Tal vez las emociónes primordiales, los motores y sentidos de toda la existencia en el universo sean el miedo y la curiosidad. Toda la historia de la humanidad esta marcada por estos dos estigmas. La curiosidad nos animá a dar los pasos "más allá" mientras que el miedo nos obliga a enfrentarnos a nosotros mismos y a nuestras posibilidades. Al enfrentarnos al miedo es pues cuando comprendemos nuestra propia dimensión de valor. Pero...¿sera así? Dejen que Luis Abbadié les de un Tour de dos partes por el oscuro mundo de la literatura de horror. |
Una conocida frase
del escritor británico Clive Barker reza: “Todos somos libros
de sangre; dondequiera que nos abran estamos rojos.”
Más
que un mero chiste, ésta es una posible metáfora para
la psiqué humana: cada uno de nosotros, de una u otra manera, en
mayor o menor grado, posee muchas clases de temores. Al dolor, al hambre,
a las alturas, a la responsabilidad… y es por eso que la ficción
de horror funciona. Lo que hace el escritor de este género es elegir,
de forma a veces causal, a veces consciente, uno o varios de esos miedos
innumerables que el libro de sangre de nuestra mente puede contener. Pasa
las páginas y busca aquellas que son particularmente “rojas”, esos
puntos sensibles que producen una reacción violenta con el más
leve roce. La literatura de horror se ocupa de cualquier cosa que sea remotamente
capaz de perturbar, de aterrar, a un ser humano, y por muy estoico que
sea el lector, tarde o temprano habrá una obra capaz de dar con
su miedo particular. No importa cuán íntimo y secreto sea;
de hecho, mientras más íntimo sea, más implacable
será el dedo puesto en la llaga. Porque nuestros miedos son legión,
pero también son sólo retoños del miedo primero y
ultimo: el miedo a la muerte.
Lovecraft decía:
“La más antigua e intensa emoción humana es el miedo, y el
más antiguo e intenso tipo de miedo es el miedo a lo desconocido”.
Y
lo Desconocido-Definitivo, añadiría yo, es la muerte.

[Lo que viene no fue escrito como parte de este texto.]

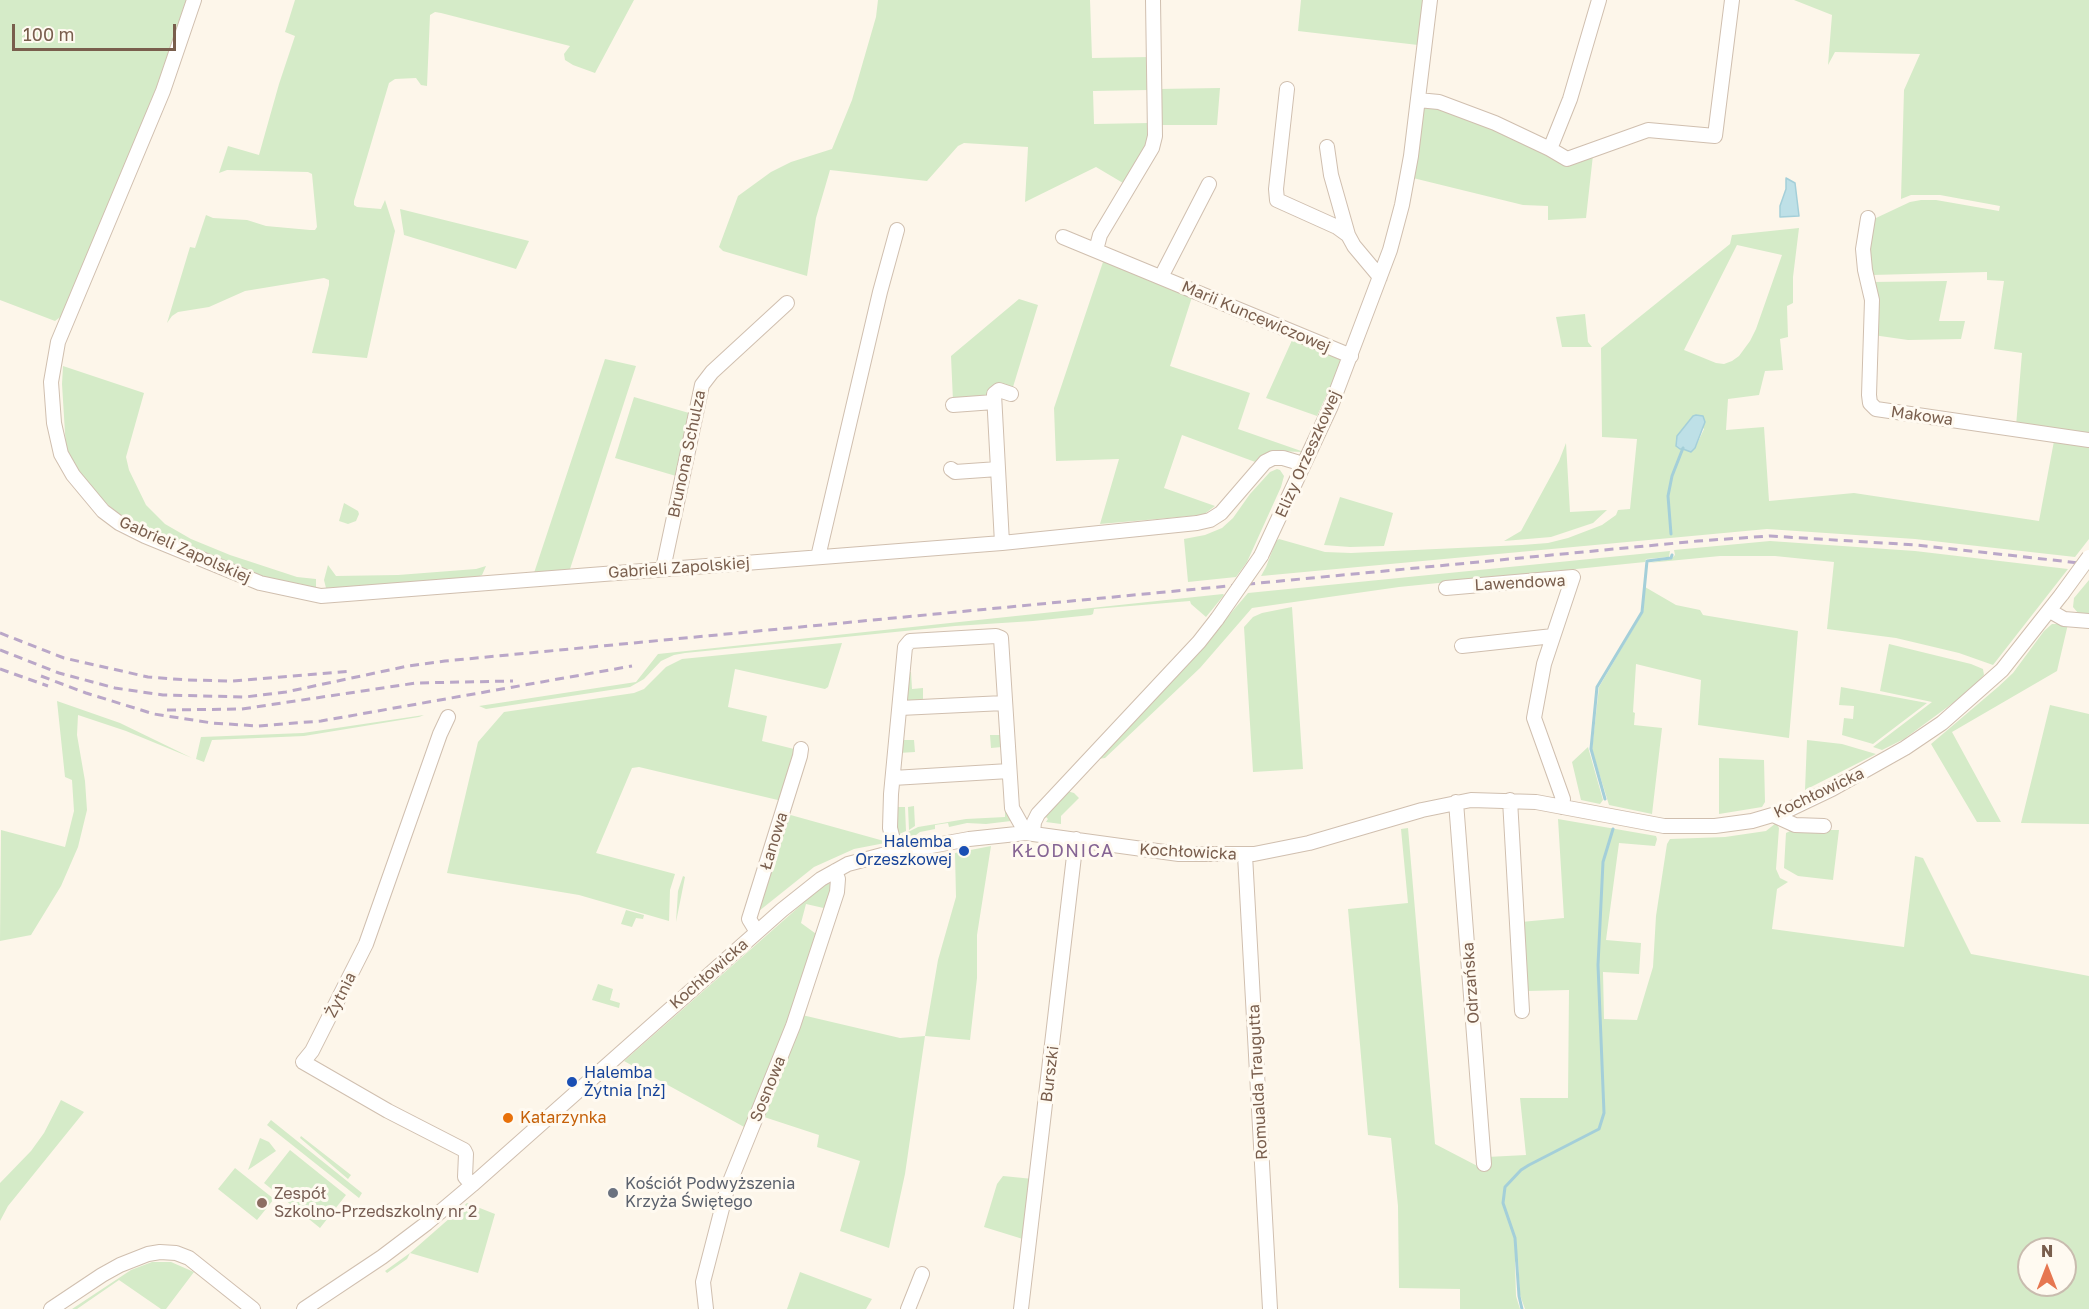 <!DOCTYPE html>
<html>
<head>
<meta charset="utf-8">
<style>
	body { margin:0 }
	#map { position:relative; width:2089px; height:1309px; overflow:hidden; background:#fdf6ea; font-family:"Golos Text",sans-serif }
	canvas { display:block }
	.north { position:absolute; left:2017px; top:1237px; width:60px; height:60px; box-sizing:border-box; background:#fffaf1; border:2px solid #c9bcaf; border-radius:50%; rotate:0deg; font-size:16px; font-weight:700; line-height:24px; text-align:center; color:#795e4d }
	.north::after { content:''; display:block; margin:auto; width:21px; height:27px; background:#e67751; clip-path:polygon(50% 0,100% 100%,50% 72%,0 100%) }
	.scale { position:absolute; left:12px; top:24px; width:164px; height:27px; box-sizing:border-box; border:3px solid #795e4d; border-top:0; padding-left:8px; font-size:18px; line-height:21px; white-space:nowrap; color:#795e4d; -webkit-text-stroke:4px #fffaf1; paint-order:stroke }
</style>
</head>
<body>
<div id="map">
<canvas width="2089" height="1309"></canvas>
<div class="north">N</div>
<div class="scale">100 m</div>
</div>
<script>
const context = document.querySelector('canvas').getContext('2d');
context.lineJoin = 'round';
function fill(path, color) { context.fillStyle = color; context.fill(path, 'evenodd'); }
const poly = rows => new Path2D(rows.map(r => 'M' + r).join(''));
function strokePath(path, color, width, dash) { context.strokeStyle = color; context.lineWidth = width; context.lineCap = dash ? 'butt' : 'round'; context.setLineDash(dash || []); context.stroke(path); }
function write(font, color, halo, rows, align = 'center') {
  context.font = font + ' "Golos Text",sans-serif'; context.lineWidth = 6; context.setLineDash([]); context.textBaseline = 'middle'; context.strokeStyle = halo; context.fillStyle = color; for (const [text, x, y, turn = 0] of rows) {
    context.save(); context.translate(x, y); context.rotate((+turn || 0) * Math.PI / 180); context.textAlign = isNaN(turn) ? turn : align; if (halo) context.strokeText(text, 0, 0); context.fillText(text, 0, 0); context.restore();
  }
}
fill(poly([
	[0,0,186,0,157,86,63,315,55,321,0,300],
	[295,0,634,0,595,73,573,65,565,60,564,54,570,46,441,13,435,12,430,15,427,86,421,85,416,78,395,79,389,83,354,201,354,205,357,207,381,209,385,200,395,231,367,358,312,353,329,285,329,280,324,278,245,291,209,307,178,312,172,316,167,323,190,247,195,248,206,215,213,218,247,220,266,226,310,230,315,230,317,227,312,174,308,172,227,170,219,173,228,146,259,155,279,84,295,36,285,32],
	[878,0,1090,0,1092,58,1149,57,1149,90,1093,91,1094,124,1149,123,1149,139,1146,148,1123,183,1096,167,1025,202,1028,147,964,143,958,146,927,181,830,170,816,218,807,276,723,251,719,247,738,196,771,172,791,162,832,149,852,100,876,17],
	[1301,0,1423,0,1418,45,1298,31],
	[1794,0,2089,0,2089,438,2016,426,2022,353,1994,349,2004,281,1987,280,1987,272,1872,275,1869,269,1871,221,1876,218,1910,202,1921,200,1936,200,1999,211,2000,206,1940,195,1911,195,1901,199,1904,90,1920,54,1835,52,1828,65,1832,15],
	[1220,88,1217,125,1159,125,1158,89],
	[1424,105,1433,106,1493,127,1568,163,1593,155,1586,218,1548,220,1548,206,1523,205,1413,178],
	[400,209,529,241,516,269,404,235],
	[1799,228,1793,277,1793,303,1787,306,1788,337,1780,339,1783,370,1765,371,1759,395,1728,399,1726,430,1764,427,1769,501,1854,493,2039,521,2054,441,2089,443,2089,539,2075,557,1915,539,1767,529,1261,576,1266,567,1276,541,1279,539,1325,552,1351,553,1522,545,1548,543,1568,538,1602,525,1616,515,1618,510,1630,509,1637,439,1602,437,1601,348,1730,244,1732,235],
	[1737,245,1782,255,1756,329,1750,341,1739,356,1732,361,1724,364,1716,363,1684,350],
	[1693,416,1704,429,1695,448,1683,448,1681,432],
	[1104,259,1192,297,1170,366,1250,393,1238,429,1304,452,1274,451,1258,463,1182,435,1164,488,1215,506,1203,515,1100,524,1119,459,1056,461,1054,408],
	[1947,281,1939,321,1965,321,1961,339,1908,340,1873,335,1872,282],
	[1019,299,1038,305,1013,387,999,384,993,385,990,389,990,398,953,401,951,356],
	[1585,314,1588,342,1592,347,1562,347,1556,317],
	[1293,338,1343,359,1317,416,1266,398],
	[605,359,636,366,570,569,534,573],
	[63,366,144,393,126,457,129,470,146,505,165,524,191,539,230,555,297,577,316,579,316,587,312,588,264,579,146,529,123,517,101,499,78,474,66,449,62,384],
	[634,397,689,413,676,476,615,458],
	[1566,443,1570,512,1607,510,1593,523,1551,537,1504,541,1521,531,1559,461],
	[1277,469,1280,470,1284,476,1281,487,1247,562,1236,577,1188,582,1184,539,1205,535,1222,528,1233,518,1250,494,1270,472],
	[1340,497,1393,513,1384,546,1350,547,1324,545],
	[344,503,358,511,359,514,356,521,348,524,339,521],
	[1770,541,1915,551,2068,569,1993,665,1959,653,1896,638,1827,629,1834,562,1775,556,1720,556,1648,563,1671,559,1675,555,1674,550],
	[1670,551,1669,557,1646,559,1645,562,1399,587,1252,608,1200,668,1105,758,1098,759,1201,648,1248,593],
	[328,565,336,576,398,575,476,569,486,566,482,575,473,579,326,588,324,580],
	[2089,580,2089,613,2078,613,2073,607,2074,598],
	[1645,587,1676,605,1700,610,1703,615,1798,631,1789,738,1698,725,1701,680,1636,664,1633,712,1635,713,1634,725,1662,728,1652,814,1609,805,1592,750,1599,687,1643,612],
	[1223,594,1224,595,1206,617,1191,604,1190,601,1094,609,1093,614,1091,615,1033,621,955,626,685,653,674,655,661,661,644,679,630,687,486,709,479,706,636,682,658,654],
	[1292,607,1303,769,1253,772,1244,627,1253,617,1262,613],
	[2052,624,2068,624,2057,671,1952,732,2001,822,1977,822,1931,744,1998,687,2013,673,2044,631],
	[842,643,828,687,825,689,735,669,728,707,767,716,762,741,798,750,782,801,639,767,632,768,596,853,675,874,670,890,669,921,579,895,447,873,478,742,504,712,634,693,644,689,666,667,682,659],
	[1889,644,1971,664,1983,669,1984,675,1968,692,1904,739,1882,750,1873,747,1932,702,1880,691],
	[907,672,911,672,912,689,923,688,923,701,906,702],
	[1841,687,1927,703,1873,744,1842,735,1844,718,1853,719,1854,706,1839,705],
	[57,701,120,723,192,758,126,731,78,715,77,735,85,781,87,810,78,847,61,886,31,935,0,941,1,830,65,847,74,811,72,780,65,777],
	[2050,705,2089,714,2089,824,2021,823],
	[424,715,419,717,304,736,212,740,204,762,196,759,201,737,303,733],
	[999,717,1002,747,991,748,990,735,1000,735],
	[903,723,904,740,914,740,915,752,898,753],
	[1807,740,1842,744,1876,754,1805,790],
	[1588,747,1603,800,1600,804,1581,800,1572,762],
	[1719,758,1764,760,1765,802,1762,807,1719,814],
	[1067,791,1074,793,1079,798,1061,816,1061,824,1046,822,1048,819,1046,817,1043,818],
	[1005,805,1011,821,986,824,967,823,949,827,948,823,935,825,935,829,920,832,912,838,901,840,896,838,918,827,966,819,1005,817],
	[914,806,915,826,909,830,908,807],
	[894,807,905,807,906,831,897,835],
	[787,814,884,841,885,843,854,849,814,867,759,911,758,904],
	[1558,819,1656,836,1657,839,1655,846,1619,843,1606,940,1641,943,1639,974,1603,972,1604,1019,1637,1020,1653,967,1656,916,1667,844,1670,839,1725,837,1766,831,1776,823,1779,828,1776,869,1780,878,1788,882,1777,889,1772,929,1904,947,1915,856,1923,858,1971,954,2089,976,2089,1309,1525,1309,1520,1295,1518,1260,1515,1262,1516,1296,1520,1309,1460,1309,1460,1289,1399,1288,1398,1206,1391,1138,1368,1135,1348,909,1408,903,1401,829,1408,828,1435,1144,1487,1171,1487,1157,1526,1155,1520,1098,1568,1098,1569,990,1527,991,1521,922,1564,918],
	[2029,1249,2065,1249,2065,1285,2029,1285],
	[1792,830,1839,830,1833,880,1798,876,1784,868,1786,833],
	[991,846,977,935,977,978,970,1040,925,1036,905,1174,889,1248,840,1231,860,1161,817,1147,819,1135,761,1116,802,1015,900,1038,925,1036,938,960,956,897,955,853],
	[683,876,685,877,676,922,678,891],
	[826,883,831,884,832,887,828,909,806,904,801,923,819,936,787,1025,746,1128,624,1061],
	[626,910,644,915,643,919,636,918,632,927,621,924],
	[598,984,613,989,610,1000,620,1003,619,1008,592,1000],
	[61,1100,84,1112,8,1206,0,1221,0,1183,31,1151,44,1133],
	[271,1120,362,1193,359,1198,267,1125],
	[301,1136,351,1175,348,1179,300,1138],
	[260,1138,269,1142,276,1151,248,1170],
	[290,1150,346,1195,320,1228,264,1183],
	[235,1168,274,1199,257,1220,218,1189],
	[1003,1176,1033,1179,1026,1240,984,1227,997,1184],
	[467,1203,495,1214,478,1273,410,1253,407,1259,387,1273,385,1271,410,1253],
	[152,1262,171,1262,194,1272,166,1309,161,1309,119,1280,77,1309,72,1309,131,1270],
	[800,1272,872,1299,866,1309,787,1309]
]), '#d5ebc8');
const water = poly([
	[1786,178,1795,183,1799,216,1780,217,1780,206,1786,189,1786,178],
	[1696,415,1703,416,1705,422,1695,448,1691,452,1683,449,1680,449,1676,446,1677,436,1693,416,1696,415]
]);
fill(water, '#bee0e7');
strokePath(water, '#a4cfd9', 1.5);
strokePath(poly([
	[1671,534,1668,496,1672,476,1683,448],
	[1605,799,1591,749,1597,687,1642,612,1647,561,1671,558,1672,555],
	[1522,1309,1519,1296,1515,1238,1503,1203,1505,1187,1521,1170,1529,1165,1599,1129,1604,1113,1598,965,1603,862,1613,829]
]), '#a4cfd9', 3);
const minor = poly([
	[194,0,163,91,58,342,51,382,54,423,61,454,73,475,103,511,119,523,145,536,260,583,321,596,1002,543,1197,523,1210,520,1221,513,1265,462,1273,458,1283,458,1303,464],
	[1287,89,1276,189,1277,200,1337,227,1348,235],
	[1418,100,1439,102,1495,123,1550,149,1567,159,1648,130,1715,136,1732,0],
	[1327,147,1331,175,1348,235,1354,246,1380,277],
	[1550,149,1570,99,1599,0],
	[1868,218,1863,249,1865,270,1872,300,1869,395,1870,403,1876,409,2089,440],
	[1063,237,1351,356],
	[1096,250,1100,235,1152,148,1155,136,1153,0],
	[1161,277,1209,184],
	[953,405,994,402],
	[951,469,955,472,998,469],
	[1002,543,994,394,999,390,1011,394],
	[1261,556,1331,406,1390,250,1402,205,1411,156,1430,0],
	[818,557,880,292,897,230],
	[663,569,702,385,712,372,787,303],
	[1446,588,1573,577,1544,664,1534,718,1563,799,1562,807],
	[2050,611,2064,619,2089,621],
	[1462,646,1553,636],
	[900,708,1004,703],
	[448,717,440,734,366,944,312,1051,303,1062,388,1111,464,1150,466,1154,465,1177,472,1185],
	[893,778,1009,771],
	[1510,800,1522,1011],
	[1456,802,1484,1164],
	[1773,815,1795,825,1824,826],
	[1033,833,1034,822,1038,814,1199,642,1217,619],
	[896,852,890,828,891,794,905,647,910,641,996,636,1001,638,1012,808,1026,833],
	[1245,855,1270,1309],
	[757,932,749,919,800,756,801,749],
	[51,1309,102,1275,120,1265,148,1254,160,1252,176,1253,189,1258,253,1309],
	[304,1309,382,1257,427,1223,472,1185,782,910,821,879,848,864,882,855,969,839,1026,833,1179,854,1254,854,1309,843,1422,810,1471,800,1536,802,1664,826,1715,826,1752,821,1786,811,1832,789,1905,748,1942,723,2002,670,2062,594],
	[706,1309,703,1282,727,1189,793,1026,837,892,838,879,835,871],
	[908,1309,922,1274],
	[1021,1309,1076,839]
]);
strokePath(minor, '#d0bfaf', 16);
strokePath(minor, '#fff', 14);
strokePath(poly([
	[0,633,64,658,148,677,188,680,232,681,352,671],
	[0,650,59,673,115,688,163,695,245,697,286,692,408,666,445,661,1698,541,1770,536,1916,545,2089,564],
	[0,669,48,686],
	[41,676,86,693,154,714,212,723,258,726,321,721,632,666],
	[167,710,242,709,416,683,513,681]
]), '#baa7c8', 3, [9, 6]);
const minorBridge = poly([
	[2062,594,2089,557],
	[1217,619,1261,556]
]);
strokePath(minorBridge, '#d0bfaf', 16, []);
strokePath(minorBridge, '#fff', 14);
for (const [x, y, r, color] of [
	[964,851,6,"#1a4fb4"],
	[572,1082,6,"#1a4fb4"],
	[508,1118,6,"#e8710a"],
	[613,1193,6,"#6b7280"],
	[262,1203,6,"#8d6e63"]
]) { const dot = new Path2D(); dot.arc(x, y, r, 0, 2 * Math.PI); context.fillStyle = color; context.fill(dot); strokePath(dot, '#fffaf1', 2); }
write('16px', '#795e4d', '#fffaf1', [
	["Marii Kuncewiczowej",1256,317,23],
	["Makowa",1922,416,8],
	["Brunona Schulza",687,454,-78],
	["Elizy Orzeszkowej",1308,454,-66],
	["Gabrieli Zapolskiej",185,550,24],
	["Gabrieli Zapolskiej",679,568,-4],
	["Lawendowa",1520,583,-3],
	["Kochłowicka",1819,793,-25],
	["Łanowa",774,841,-73],
	["Kochłowicka",1188,852,3],
	["Kochłowicka",709,974,-41],
	["Odrzańska",1471,983,-94],
	["Żytnia",341,995,-63],
	["Burszki",1050,1074,-83],
	["Romualda Traugutta",1258,1082,-93],
	["Sosnowa",768,1089,-68]
]);
write('16px', '#164399', '#fffaf1', [
	["Halemba",952,842],
	["Orzeszkowej",952,860],
	["Halemba",584,1073,"left"],
	["Żytnia [nż]",584,1091,"left"]
], 'right');
write('16px', '#c56008', '#fffaf1', [
	["Katarzynka",520,1118]
], 'left');
write('16px', '#5b616d', '#fffaf1', [
	["Kościół Podwyższenia",625,1184],
	["Krzyża Świętego",625,1202]
], 'left');
write('16px', '#785e54', '#fffaf1', [
	["Zespół",274,1194],
	["Szkolno-Przedszkolny nr 2",274,1212]
], 'left');
context.letterSpacing = '1.5px';
write('18px', '#866594', '#fffaf1', [
	["KŁODNICA",1063,851]
]);
context.letterSpacing = '0px';
</script>
</body>
</html>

Cito de nuevo, ahora al filósofo Fernando González-Crussi:
“En el ámbito de la experiencia humana, sólo hay dos temas
sobre los que vale la pena escribir: El Amor y la Muerte. Y, si tuviéramos
que abreviar, podríamos bastarnos con uno…”
Los
dos únicos temas universales para la poesía, la ficción…,
y nuestros sueños. Y si el miedo, la angustia, el horror y la muerte
son una parte inexplicable de la vida humana, ¿qué es la
literatura sino el arte de plasmar por escrito de manera estética
los diversos aspectos de la experiencia humana?
Cierto
que el horror suele ocuparse de sucesos y conceptos sobrenaturales, irreales
y fabulosos; pero esto no quiere decir que sea un mero instante de evasión
de la realidad. En lo sobrenatural permean obras tan dispares como Pedro
Páramo, Macbeth, Don Juan Tenorio, La Metamorfosis, Fausto, Ulises;
¿son por lo tanto, obras de evasión? Eso sí, lo fantástico
hace más difícil la lectura de cualquier obra; para lograr
la “suspensión de la incredulidad” necesaria, requiere una imaginación
l bastante intensa, lo bastante fuerte, para derribar por un momento la
barrera de la razón. La gente que dice no leer relatos fantásticos
porque “nada de eso es real”, o que, si lo hace, se ríe de los acontecimientos
sobrenaturales como escéptico exacerbado, lo hace porque su imaginación
es muy débil; porque a su mente le falta la “fuerza” necesaria
para suspender su propia incredulidad y disfrutar de lo fantástico.
Antes
de continuar, pongámonos de acuerdo en la terminología. Hasta
ahora he utilizado la palabra “horror” como término genérico,
pero los puristas del idioma pueden protestar. Hay muchas definiciones
aplicadas a las palabras principales que dominan a este género,
todas contradictorias; la que yo prefiero en lo personal es la siguiente:
El terror es la variante más sutil, limitada a las emociones, a
la atmósfera; es ver una puerta cerrada, escuchar pasos arrastrados
al otro lado y, sin verlo, saber que algo esta ahí.
El
horror es lo que nos resulta físicamente horrible; es cuando la
puerta se abre a medias y vislumbramos a una criatura espantosa salida
de la tumba.
El
gore
o asco es lo que nos causa la repugnancia y asco de manera directa y profunda;
es cuando la puerta se acaba de abrir y vemos la carne amoratada y podrida
del ente, los gusanos removiéndose en las cuencas de sus ojos.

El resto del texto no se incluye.